Snook, seatrout, and mullet reared with progressive hatchery methods have not needed drugs and are not likely to. They are resistant to diseases and stress, and have adapted very well to wild conditions. In field studies during the last two years, HBOI staff found 19 types of bacteria in wild snook, including the same seven types that occurred in hatchery snook. The hatchery snook bacteria all were normal types and none were harmful.

Tagged snook that were released have been tracked for more than a year, with some caught while feeding with schools of wild snook. In one small study in progress, four of 14 snook with ultrasonic tags were located in schools of wild snook 4.5 to 12 km away from release sites up to six months after release. Stocked Nassau groupers were tracked up to 16 months after release.

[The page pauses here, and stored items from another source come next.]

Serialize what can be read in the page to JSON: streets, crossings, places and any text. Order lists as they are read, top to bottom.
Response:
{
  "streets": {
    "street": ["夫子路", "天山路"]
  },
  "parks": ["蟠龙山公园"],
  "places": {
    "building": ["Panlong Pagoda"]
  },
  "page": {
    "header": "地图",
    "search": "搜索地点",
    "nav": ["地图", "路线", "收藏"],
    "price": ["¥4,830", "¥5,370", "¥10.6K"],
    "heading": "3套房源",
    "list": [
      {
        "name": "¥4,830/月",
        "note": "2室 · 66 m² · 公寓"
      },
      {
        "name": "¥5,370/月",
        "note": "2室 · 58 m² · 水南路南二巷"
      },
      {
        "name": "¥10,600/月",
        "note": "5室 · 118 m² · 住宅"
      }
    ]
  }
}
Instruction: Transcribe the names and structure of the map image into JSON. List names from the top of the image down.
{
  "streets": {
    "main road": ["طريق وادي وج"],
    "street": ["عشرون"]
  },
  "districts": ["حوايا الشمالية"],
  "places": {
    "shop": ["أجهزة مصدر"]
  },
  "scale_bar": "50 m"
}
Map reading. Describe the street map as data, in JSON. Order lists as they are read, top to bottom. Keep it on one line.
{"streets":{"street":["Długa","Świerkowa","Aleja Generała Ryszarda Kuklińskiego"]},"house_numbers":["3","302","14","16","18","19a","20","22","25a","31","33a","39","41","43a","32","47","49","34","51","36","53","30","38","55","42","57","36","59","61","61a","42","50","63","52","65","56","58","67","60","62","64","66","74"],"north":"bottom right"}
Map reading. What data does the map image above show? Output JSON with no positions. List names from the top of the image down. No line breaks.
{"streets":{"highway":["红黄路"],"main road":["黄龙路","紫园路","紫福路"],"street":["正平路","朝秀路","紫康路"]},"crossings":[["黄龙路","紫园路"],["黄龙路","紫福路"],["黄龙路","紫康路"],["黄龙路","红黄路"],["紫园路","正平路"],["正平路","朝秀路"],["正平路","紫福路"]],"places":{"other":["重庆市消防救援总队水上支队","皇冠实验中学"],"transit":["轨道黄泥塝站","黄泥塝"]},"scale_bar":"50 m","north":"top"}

Bacteria selected from a specific environment have a far greater capacity to produce appropriate antipathogen and prohost substances and compete for ecological prevalence in that environment than bacteria from a different source. Most probiotic bacteria currently used in aquaculture were taken from terrestrial sources for use with land animals. Bacteria derived from warm-water marine fish are more appropriate and effective for those fish than terrestrial bacteria.

Two Vibrio colonies with several colonies of a Floridian Bacillus subtilis strain. Both bacteria were taken from live juvenile fish. Inhibition by two bacillus colonies against the vibrio is seen at the far left (enlarged below). Photos by Tom Smoyer, HBOI.


Good-quality eggs of many marine fish are easy to obtain with standard conditioning and/or hormone treatment. Despite similar basic requirements, fish larvae in nature and culture have a wide range of robustness and survival ability. What seems trivial or invisible to a human might be massive and overwhelming to the little fish, so most need to be treated gently at first.  

Live food methods are relatively standardized, with variable emphasis and scheduling of prey depending on fish species and facility preferences. Acceptable feed formulas are available for most fish categories. Most or all fishmeal can be eliminated, even for strict carnivores. In well-managed tank systems, it should be possible to maintain excellent fish health without the use of drugs.